16 years later, the case remains a mystery.

Thursday, September 17, 2009

The Guadalajara Cartel Part III: The Abduction and Murders of Camarena and Zavala and the Fall of the Cartel

Camarena and Zavala's bodies arrive in Zamora, Michoacan after their discovery- 3/5/85

On the afternoon of February 7, 1985, Special Agent Enrique 'Kiki" Camarena Salazar left the DEA office inside the US Consulate in downtown Guadalajara and walked to his pick up truck for a lunch date with his wife.

He never made it.

Before reaching his truck, outside the Consulate, a light colored Volkswalgen 4 door and a black Grand Marquis with a siren stopped camarena. Some men, known to Camarena as Jalisco state cops got out and told "Kiki" that "El Comandante wants to see you". Camarena told the men he would have to notify his office as was protocol but the men pushed him into the car where the men threw a jacket over his head and beat him with pipes while holding him at gun point. The cars rapidly sped away and got lost in the city traffic.

Almost at the same time, Mexican Ministry of Agriculture pilot and a friend of Camarena's, Alfredo Zavala Avelars plane had touched down at the city's airport. Zavala had taken Camarena on some flights over the Bufalo ranch and other pot farms. Besides a government pilot he was a frequent DEA collaborator. As he worked at the city airport all the time, he would spy on Felix Gallardo's and Caro Quintero's planes and he would report back to Kiki.

That day he had brought home a group of businessmen from Durango and the men offered Zavala a ride home. Shortly after leaving the airport on the Chapala highway to the city, a brown Ford LTD sedan intercepted them and two men armed with AR-15 assault rifled got out and forced Zavala out and into their car. The gunmen took out the businessmen's keys out of their vehicle and threw it into a field. The car sped off with Zavala

The next day after his wife informed the DEA office he had never shown to the lunch date or to the house later that night, Enrique Camarena was declared missing. The DEA agents also quickly learned of Alfredo Zavala's abduction and soon started combing the city for the missing men. They asked the Jalisco state police for assistance and were met by Director Carlos Aceves Fernandez's stonewalling and uninterested attitude. Governor Enrique Alvarez del Castillo also did not call the Consulate and offer assistance in searching for the missing agent.

After their abductions, Camarena and Zavala were taken to Rafael Caro Quintero's home on 881 Lope de Vega street in Zapopan, a Guadalajara suburb. The plan was to have a talk with Camarena and Zavala and find out exactly how much they knew about the Cartel's operations and their partnerships with the state and Mexican government.

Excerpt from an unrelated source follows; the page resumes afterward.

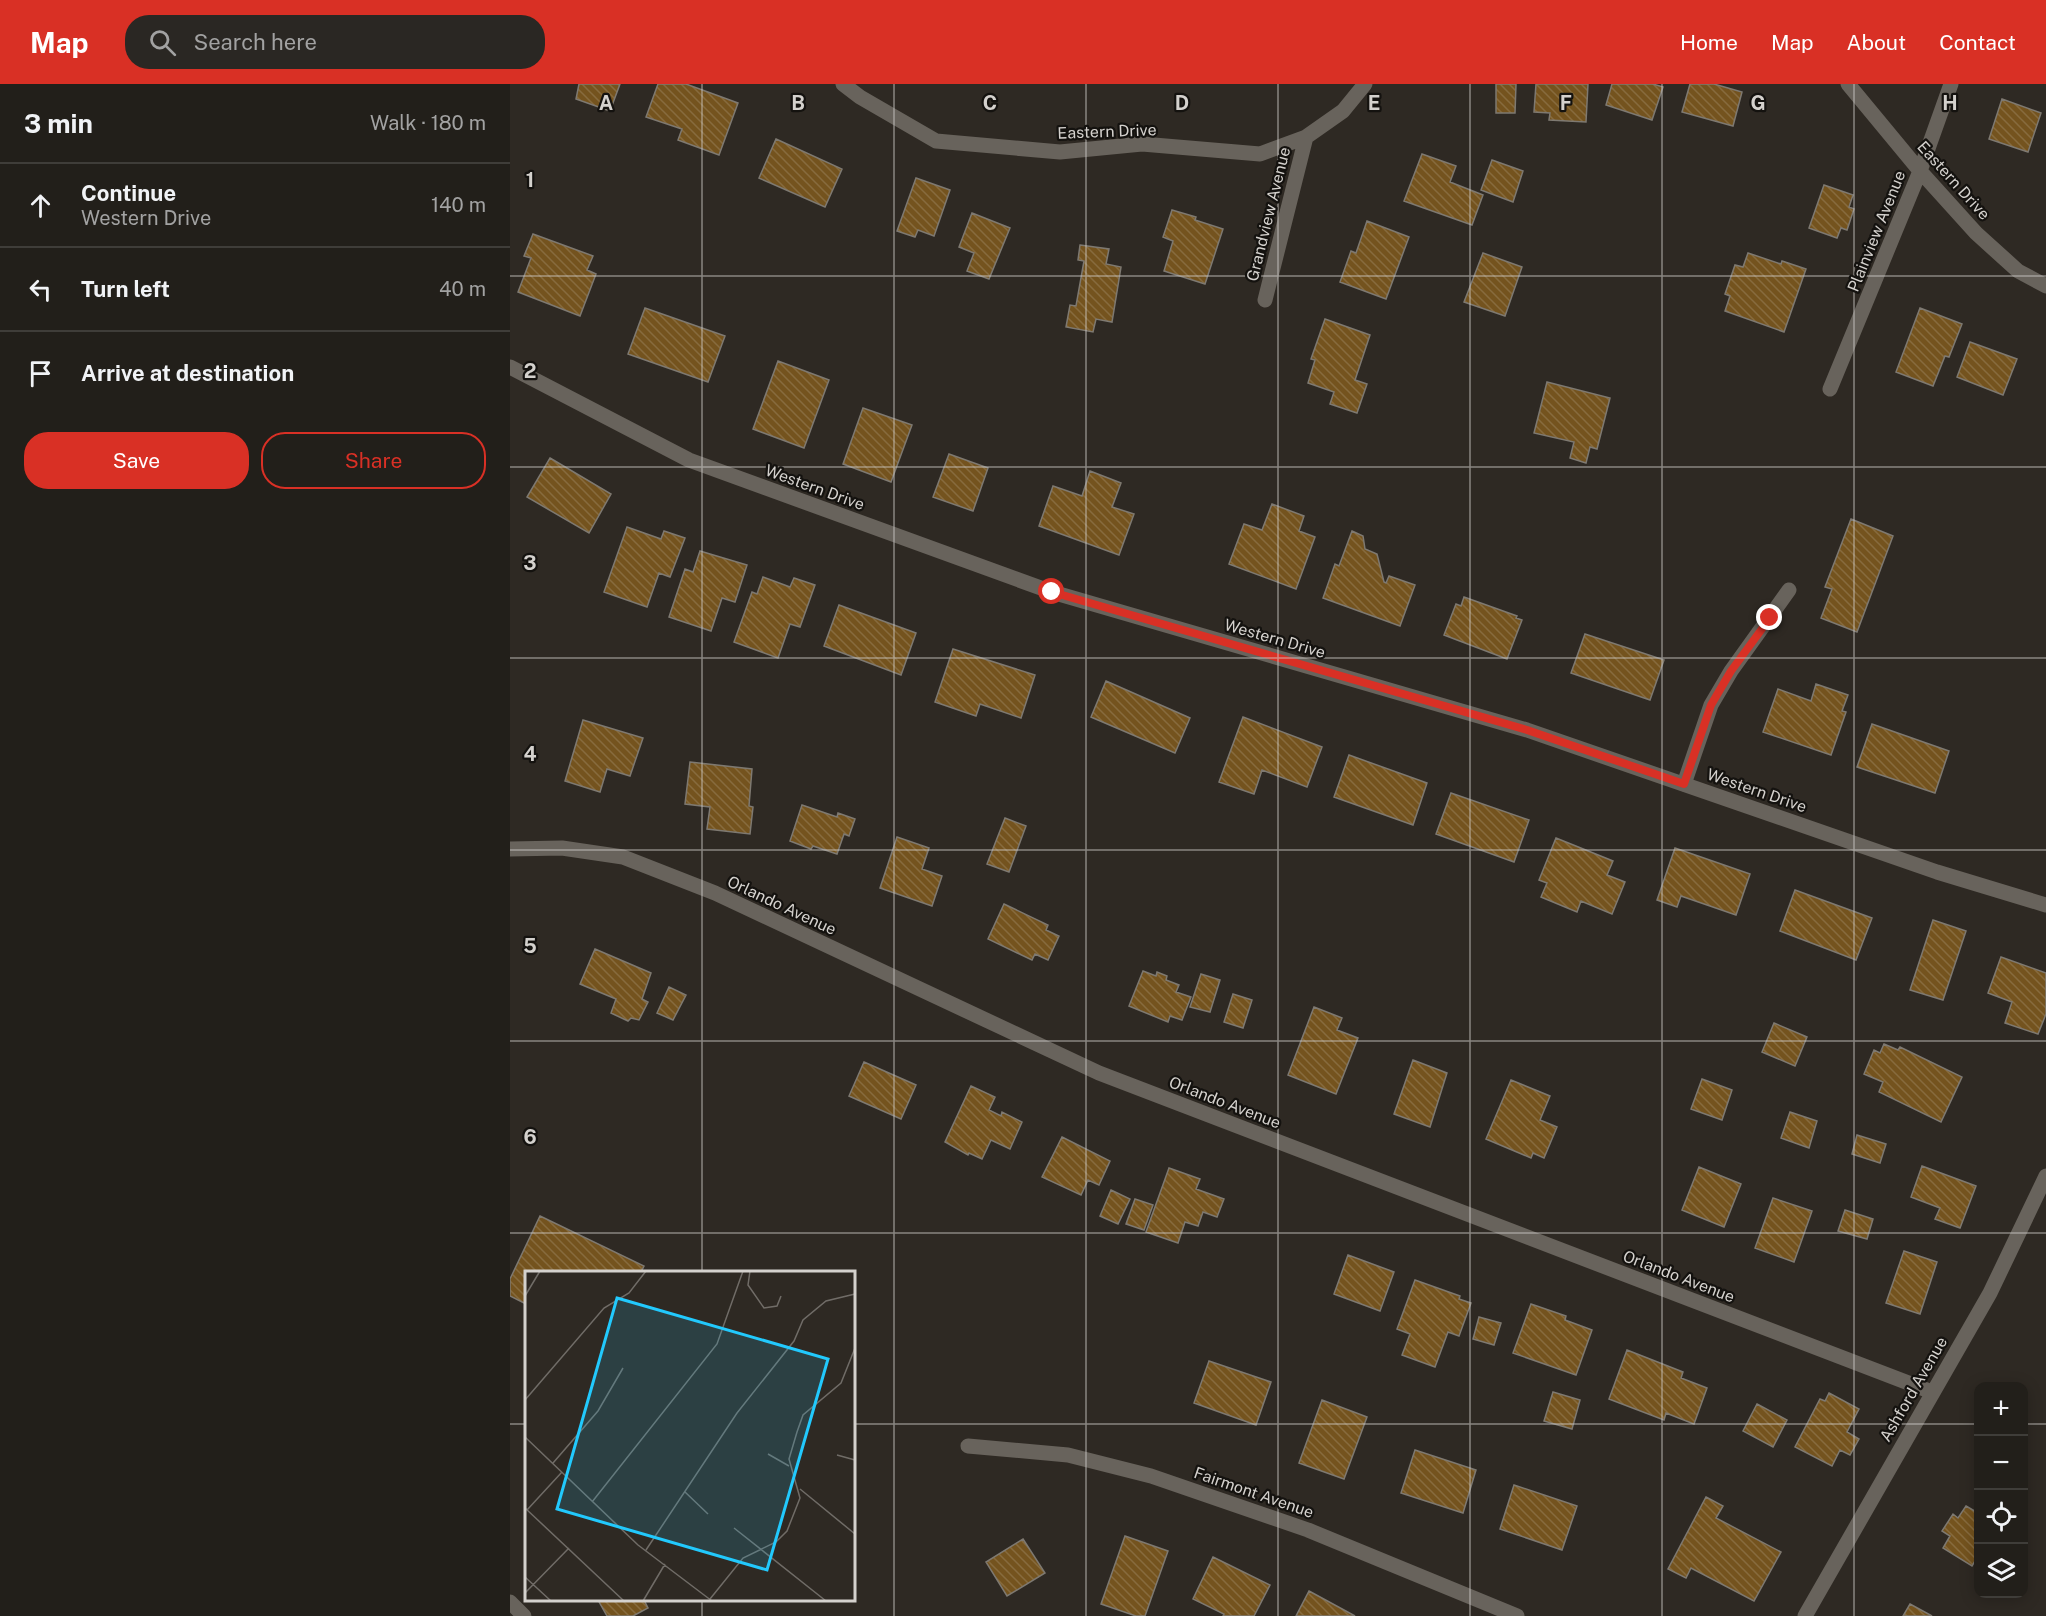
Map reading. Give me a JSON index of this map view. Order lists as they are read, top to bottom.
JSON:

While Kiki and Zavala were held at the house, Ernesto Fonseca "Don Neto" came to visit and saw a lot of armed men at the house. When he was informed about Camarena's presence by Caro Quintero, he told Caro he felt ill: too many lemon spirited tequilas had triggered his allergy to citrus and he needed a nap. He would question Camarena after he awoke. After Don Neto had awoken from a drunker stupor, he noticed more armed men at the house, men he didn't recognize as his own or Caro's. By then he didn't feel like talking to Camarena at all and went home.

When he returned on the morning of February 8th, he found Camarena to be barely conscious, he had been the victim of severe torture and was near death. An unknown dead man lay in a laundry room. One of the armed men told Fonseca that the unknown dead man had been a "snitch". Seeing A US agent tortured to near death infuriated Fonseca, who reprimanded Rafael Caro and almost slapped him prompting Caro's men to raise their weapons and Fonseca's men to raise theirs. Fonseca, feeling the repercussions of what had happened and what was about to come, left the house.

Enrique Camarena had been savagely tortured for an entire day. Several times he had passed out from pain and was near death and each time he was revived by shots administered by Dr. Humberto Machain. An unknown military man interrogated Camarena for a day and a half: What did he know about Caro Quintero? Gallardo? Fonseca? What did he know about the Secretary of Defense Juan Arevalo Gardoqui?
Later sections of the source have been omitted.